Moreover this looks racy and dependent on number of CPUs or some delay.
For example for scale down from 124 to 4 CPUs I always hit this issue but
for scale down from 16 to 4 CPUs I hit this issue 8-9 out of 10 times.
Also for the cases when residual load_avg at task group is low (like < 10),
I can see that both of my test cgroups get similar CPU times which further
proves that the unaccounted load avg ending up in a task_group is eventually
leading to uneven CPU allotment between task groups.


I am debugging it further but in the mean time if you have some suggestions or
need traces from some specific portion of sched code, please let me know.

Thanks,
Imran

> Thanks,
> Imran
> 

^ permalink raw reply	[flat|nested] 11+ messages in thread

* Re: [RFC PATCH] sched: fair: reset task_group.load_avg when there are no running tasks.
  2023-12-19  6:41     ` Imran Khan
@ 2023-12-19 18:49       ` Vincent Guittot
  2023-12-20  2:00         ` Imran Khan
  0 siblings, 1 reply; 11+ messages in thread
From: Vincent Guittot @ 2023-12-19 18:49 UTC (permalink / raw)
  To: Imran Khan
  Cc: mingo, peterz, juri.lelli, dietmar.eggemann, rostedt, bsegall,
	mgorman, bristot, vschneid, linux-kernel

Hi Imram,

On Tue, 19 Dec 2023 at 07:42, Imran Khan <imran.f.khan@oracle.com> wrote:
>
> Hello Vincent,
>
>
> On 15/12/2023 8:59 pm, Imran Khan wrote:
> > Hello Vincent,
> > Thanks a lot for having a look and getting back.
> >
> > On 15/12/2023 7:11 pm, Vincent Guittot wrote:
> >> On Fri, 15 Dec 2023 at 06:27, Imran Khan <imran.f.khan@oracle.com> wrote:
> >>>
> >>> It has been found that sometimes a task_group has some residual
> >>> load_avg even though the load average at each of its owned queues
> >>> i.e task_group.cfs_rq[cpu].avg.load_avg and task_group.cfs_rq[cpu].
> >>> tg_load_avg_contrib have become 0 for a long time.
> >>> Under this scenario if another task starts running in this task_group,
> >>> it does not get proper time share on CPU since pre-existing
> >>> load average of task group inversely impacts the new task's CPU share
> >>> on each CPU.
> >>>
> >>> This change looks for the condition when a task_group has no running
> >>> tasks and sets the task_group's load average to 0 in such cases, so
> >>> that tasks that run in future under this task_group get the CPU time
> >>> in accordance with the current load.
> >>>
> >>> Signed-off-by: Imran Khan <imran.f.khan@oracle.com>
> >>> ---
> >>>
> >>
> >> [...]
> >>
> >>>
> >>> 4. Now move systemd-udevd to one of these test groups, say test_group_1, and
> >>> perform scale up to 124 CPUs followed by scale down back to 4 CPUs from the
> >>> host side.
> >>
> >> Could it be the root cause of your problem ?
> >>
> >> The cfs_rq->tg_load_avg_contrib of the 120 CPUs that have been plugged
> >> then unplugged,  have not been correctly removed from tg->load_avg.
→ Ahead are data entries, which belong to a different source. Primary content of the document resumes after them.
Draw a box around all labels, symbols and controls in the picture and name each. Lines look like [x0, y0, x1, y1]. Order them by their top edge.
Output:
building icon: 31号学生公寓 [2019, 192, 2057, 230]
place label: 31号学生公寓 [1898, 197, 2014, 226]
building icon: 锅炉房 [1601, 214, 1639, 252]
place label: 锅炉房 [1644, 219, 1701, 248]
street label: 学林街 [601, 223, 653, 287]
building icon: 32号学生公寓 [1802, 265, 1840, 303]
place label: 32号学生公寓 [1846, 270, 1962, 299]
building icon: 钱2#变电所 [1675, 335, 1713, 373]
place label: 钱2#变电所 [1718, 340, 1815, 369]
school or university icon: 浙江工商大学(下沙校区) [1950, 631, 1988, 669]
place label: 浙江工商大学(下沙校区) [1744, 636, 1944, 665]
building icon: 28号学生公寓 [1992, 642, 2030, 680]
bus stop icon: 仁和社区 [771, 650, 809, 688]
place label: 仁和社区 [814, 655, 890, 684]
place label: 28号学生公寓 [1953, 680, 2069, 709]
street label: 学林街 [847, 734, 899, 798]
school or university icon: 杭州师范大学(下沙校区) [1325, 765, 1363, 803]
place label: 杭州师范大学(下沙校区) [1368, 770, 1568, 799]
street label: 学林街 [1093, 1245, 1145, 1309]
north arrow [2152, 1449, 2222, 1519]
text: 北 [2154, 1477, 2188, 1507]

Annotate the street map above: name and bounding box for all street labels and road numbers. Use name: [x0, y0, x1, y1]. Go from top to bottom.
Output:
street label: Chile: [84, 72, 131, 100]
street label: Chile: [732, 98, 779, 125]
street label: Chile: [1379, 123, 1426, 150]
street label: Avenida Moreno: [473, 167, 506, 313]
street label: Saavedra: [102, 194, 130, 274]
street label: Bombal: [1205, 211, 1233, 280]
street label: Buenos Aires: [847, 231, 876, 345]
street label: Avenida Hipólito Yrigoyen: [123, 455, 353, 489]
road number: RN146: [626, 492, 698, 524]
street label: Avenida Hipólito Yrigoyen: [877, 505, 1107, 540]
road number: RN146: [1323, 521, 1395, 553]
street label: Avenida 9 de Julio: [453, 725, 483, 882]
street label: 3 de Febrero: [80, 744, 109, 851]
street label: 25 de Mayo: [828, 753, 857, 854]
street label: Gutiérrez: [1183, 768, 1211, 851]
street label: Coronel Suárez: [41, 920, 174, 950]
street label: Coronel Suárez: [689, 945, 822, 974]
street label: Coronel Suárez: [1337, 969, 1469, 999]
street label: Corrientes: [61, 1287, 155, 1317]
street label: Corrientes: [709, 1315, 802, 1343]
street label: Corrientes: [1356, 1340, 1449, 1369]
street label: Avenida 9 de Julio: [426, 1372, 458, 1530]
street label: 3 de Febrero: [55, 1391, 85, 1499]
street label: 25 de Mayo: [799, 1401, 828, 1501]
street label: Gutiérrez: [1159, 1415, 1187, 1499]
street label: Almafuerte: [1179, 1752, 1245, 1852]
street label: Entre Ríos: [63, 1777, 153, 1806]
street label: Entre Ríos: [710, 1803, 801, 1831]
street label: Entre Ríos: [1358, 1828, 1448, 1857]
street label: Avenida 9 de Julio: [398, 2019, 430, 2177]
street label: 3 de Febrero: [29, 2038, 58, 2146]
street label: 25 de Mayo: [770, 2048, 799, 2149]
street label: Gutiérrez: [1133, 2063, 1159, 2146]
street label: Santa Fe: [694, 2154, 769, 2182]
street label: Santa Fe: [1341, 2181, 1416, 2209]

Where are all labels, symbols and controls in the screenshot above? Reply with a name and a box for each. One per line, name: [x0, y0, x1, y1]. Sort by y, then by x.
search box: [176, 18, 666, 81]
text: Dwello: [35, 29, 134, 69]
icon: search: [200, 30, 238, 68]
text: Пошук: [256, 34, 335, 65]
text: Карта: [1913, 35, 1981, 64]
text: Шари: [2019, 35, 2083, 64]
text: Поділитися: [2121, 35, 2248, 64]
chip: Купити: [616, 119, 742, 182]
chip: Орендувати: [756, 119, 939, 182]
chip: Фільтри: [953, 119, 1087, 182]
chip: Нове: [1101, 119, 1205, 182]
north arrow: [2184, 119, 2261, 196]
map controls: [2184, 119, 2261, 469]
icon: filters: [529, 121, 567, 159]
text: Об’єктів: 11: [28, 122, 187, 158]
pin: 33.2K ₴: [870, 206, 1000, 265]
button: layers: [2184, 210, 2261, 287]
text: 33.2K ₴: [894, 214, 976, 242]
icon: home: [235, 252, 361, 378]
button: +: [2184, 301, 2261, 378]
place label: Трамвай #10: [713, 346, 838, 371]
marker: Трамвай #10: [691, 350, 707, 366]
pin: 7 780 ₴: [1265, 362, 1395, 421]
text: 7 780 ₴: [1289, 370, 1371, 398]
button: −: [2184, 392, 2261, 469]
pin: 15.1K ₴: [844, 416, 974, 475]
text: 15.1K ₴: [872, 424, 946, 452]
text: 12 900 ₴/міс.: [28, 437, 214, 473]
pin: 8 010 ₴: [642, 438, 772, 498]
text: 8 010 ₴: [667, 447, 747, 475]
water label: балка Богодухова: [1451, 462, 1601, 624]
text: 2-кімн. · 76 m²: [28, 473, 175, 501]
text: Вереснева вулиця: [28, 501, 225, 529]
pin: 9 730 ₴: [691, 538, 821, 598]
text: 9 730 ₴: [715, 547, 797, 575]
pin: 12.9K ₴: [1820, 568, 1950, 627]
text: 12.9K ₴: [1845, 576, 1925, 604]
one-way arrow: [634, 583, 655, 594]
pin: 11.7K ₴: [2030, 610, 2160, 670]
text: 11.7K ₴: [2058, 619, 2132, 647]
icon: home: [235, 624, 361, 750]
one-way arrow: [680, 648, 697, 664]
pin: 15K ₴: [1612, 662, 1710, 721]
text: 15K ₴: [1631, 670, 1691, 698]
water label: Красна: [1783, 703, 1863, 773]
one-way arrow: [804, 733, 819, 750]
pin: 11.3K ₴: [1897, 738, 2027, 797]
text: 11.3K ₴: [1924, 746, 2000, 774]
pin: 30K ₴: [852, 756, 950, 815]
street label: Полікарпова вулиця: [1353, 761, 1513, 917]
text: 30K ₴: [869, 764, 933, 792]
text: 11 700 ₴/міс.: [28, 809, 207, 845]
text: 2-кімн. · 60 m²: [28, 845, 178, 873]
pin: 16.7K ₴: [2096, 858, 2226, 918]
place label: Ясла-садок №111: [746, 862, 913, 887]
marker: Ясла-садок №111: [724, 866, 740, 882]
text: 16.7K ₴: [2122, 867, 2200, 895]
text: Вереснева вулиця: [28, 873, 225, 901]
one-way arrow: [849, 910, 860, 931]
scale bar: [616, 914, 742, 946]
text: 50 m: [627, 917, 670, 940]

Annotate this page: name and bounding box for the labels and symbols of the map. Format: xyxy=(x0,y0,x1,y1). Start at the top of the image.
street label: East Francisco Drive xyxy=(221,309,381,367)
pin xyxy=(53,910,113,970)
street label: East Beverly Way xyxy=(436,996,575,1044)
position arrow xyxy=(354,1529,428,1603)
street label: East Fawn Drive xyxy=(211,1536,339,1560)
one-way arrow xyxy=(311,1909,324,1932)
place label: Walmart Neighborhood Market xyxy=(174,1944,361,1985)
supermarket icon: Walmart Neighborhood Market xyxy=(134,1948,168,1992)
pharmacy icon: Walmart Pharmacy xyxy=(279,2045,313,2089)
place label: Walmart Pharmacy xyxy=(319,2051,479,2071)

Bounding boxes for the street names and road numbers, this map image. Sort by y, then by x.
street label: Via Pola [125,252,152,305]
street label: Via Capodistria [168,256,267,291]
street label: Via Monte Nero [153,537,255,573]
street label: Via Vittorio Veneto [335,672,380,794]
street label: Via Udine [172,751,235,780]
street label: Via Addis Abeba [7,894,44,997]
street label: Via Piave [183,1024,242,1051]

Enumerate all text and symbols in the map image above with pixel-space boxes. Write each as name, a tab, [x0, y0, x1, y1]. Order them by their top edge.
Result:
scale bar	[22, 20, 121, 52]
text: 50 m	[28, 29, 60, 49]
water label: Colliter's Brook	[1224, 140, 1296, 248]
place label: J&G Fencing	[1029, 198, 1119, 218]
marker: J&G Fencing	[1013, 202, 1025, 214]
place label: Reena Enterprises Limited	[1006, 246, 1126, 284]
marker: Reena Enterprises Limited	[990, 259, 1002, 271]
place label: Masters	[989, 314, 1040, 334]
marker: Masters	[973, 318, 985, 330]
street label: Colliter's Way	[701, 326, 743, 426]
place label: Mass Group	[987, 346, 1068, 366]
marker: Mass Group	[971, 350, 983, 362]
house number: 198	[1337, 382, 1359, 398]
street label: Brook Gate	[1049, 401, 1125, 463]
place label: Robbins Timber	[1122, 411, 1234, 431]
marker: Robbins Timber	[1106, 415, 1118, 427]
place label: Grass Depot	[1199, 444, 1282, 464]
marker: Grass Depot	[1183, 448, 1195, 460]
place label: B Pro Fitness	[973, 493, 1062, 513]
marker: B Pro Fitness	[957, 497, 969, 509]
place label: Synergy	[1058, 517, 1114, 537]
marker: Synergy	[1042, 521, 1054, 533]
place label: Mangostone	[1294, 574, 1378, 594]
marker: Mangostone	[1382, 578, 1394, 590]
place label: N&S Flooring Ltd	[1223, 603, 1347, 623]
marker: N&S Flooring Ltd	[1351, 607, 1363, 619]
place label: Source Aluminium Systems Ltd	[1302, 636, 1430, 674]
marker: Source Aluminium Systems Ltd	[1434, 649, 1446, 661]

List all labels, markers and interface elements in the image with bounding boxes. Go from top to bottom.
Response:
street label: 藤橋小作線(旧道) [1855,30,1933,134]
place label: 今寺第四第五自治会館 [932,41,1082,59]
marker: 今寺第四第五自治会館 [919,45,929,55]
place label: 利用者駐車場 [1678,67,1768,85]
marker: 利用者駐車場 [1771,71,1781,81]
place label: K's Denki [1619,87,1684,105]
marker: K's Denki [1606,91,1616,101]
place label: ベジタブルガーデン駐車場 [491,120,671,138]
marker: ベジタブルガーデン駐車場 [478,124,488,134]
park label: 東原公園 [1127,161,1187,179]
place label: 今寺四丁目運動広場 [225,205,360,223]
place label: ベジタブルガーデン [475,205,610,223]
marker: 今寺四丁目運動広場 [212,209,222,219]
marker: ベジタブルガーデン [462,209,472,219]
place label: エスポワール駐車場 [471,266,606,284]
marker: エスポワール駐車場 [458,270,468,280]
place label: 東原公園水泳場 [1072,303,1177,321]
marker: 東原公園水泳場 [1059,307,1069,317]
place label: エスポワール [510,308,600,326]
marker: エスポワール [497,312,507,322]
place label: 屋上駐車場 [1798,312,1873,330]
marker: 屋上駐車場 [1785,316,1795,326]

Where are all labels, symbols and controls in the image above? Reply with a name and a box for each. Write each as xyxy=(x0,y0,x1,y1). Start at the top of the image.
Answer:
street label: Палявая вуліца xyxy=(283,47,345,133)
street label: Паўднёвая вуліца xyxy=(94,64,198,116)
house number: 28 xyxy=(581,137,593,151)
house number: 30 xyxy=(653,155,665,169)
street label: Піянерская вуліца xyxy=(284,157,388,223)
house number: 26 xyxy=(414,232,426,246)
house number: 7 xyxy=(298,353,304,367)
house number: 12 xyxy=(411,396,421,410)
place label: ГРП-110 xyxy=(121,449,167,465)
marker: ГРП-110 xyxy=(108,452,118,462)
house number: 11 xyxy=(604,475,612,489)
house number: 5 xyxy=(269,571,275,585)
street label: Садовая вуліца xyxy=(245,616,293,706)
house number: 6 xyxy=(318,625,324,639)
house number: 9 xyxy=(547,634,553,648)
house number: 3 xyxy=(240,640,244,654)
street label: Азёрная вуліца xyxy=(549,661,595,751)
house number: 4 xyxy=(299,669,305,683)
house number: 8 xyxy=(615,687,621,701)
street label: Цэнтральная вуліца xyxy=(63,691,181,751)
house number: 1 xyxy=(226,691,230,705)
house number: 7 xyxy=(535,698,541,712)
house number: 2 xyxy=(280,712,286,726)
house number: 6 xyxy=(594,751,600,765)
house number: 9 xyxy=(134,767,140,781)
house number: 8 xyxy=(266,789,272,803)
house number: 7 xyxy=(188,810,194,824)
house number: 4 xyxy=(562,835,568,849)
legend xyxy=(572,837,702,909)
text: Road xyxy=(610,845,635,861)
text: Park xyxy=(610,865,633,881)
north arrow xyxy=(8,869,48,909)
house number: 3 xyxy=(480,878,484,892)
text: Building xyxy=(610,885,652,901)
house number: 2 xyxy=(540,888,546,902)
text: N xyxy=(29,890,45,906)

If
> >> the cfs_rq->tg_load_avg_contrib of the 4 remaining CPUs is 0 then
> >> tg->load_avg should be 0 too.
> >>
> > Agree and this was my understanding as well. The issue only happens
> > with large number of CPUs. For example if I go from 4 to 8 and back to
> > 4 , the issue does not happen and even if it happens the residual load
> > avg is very little.
> >
> >> Could you track that the cfs_rq->tg_load_avg_contrib is correctly
> >> removed from tg->load_avg when you unplug the CPUs ? I can easily
> >> imagine that the rate limit can skip some update of tg- >load_avg
> >> while offlining the cpu
> >>
> >
> > I will try to trace it but just so you know this issue is happening on other
> > kernel versions (which don't have rate limit feature) as well. I started
> > with v4.14.x but have tested and found it on v5.4.x and v5.15.x as well.
> >
> I collected some debug trace to understand the missing load avg
> context better. From the traces it looks like during scale down,
> the task_group.cfs_rq[cpu].avg.load_avg is not getting updated
> properly for CPU(s) being hotplugged out.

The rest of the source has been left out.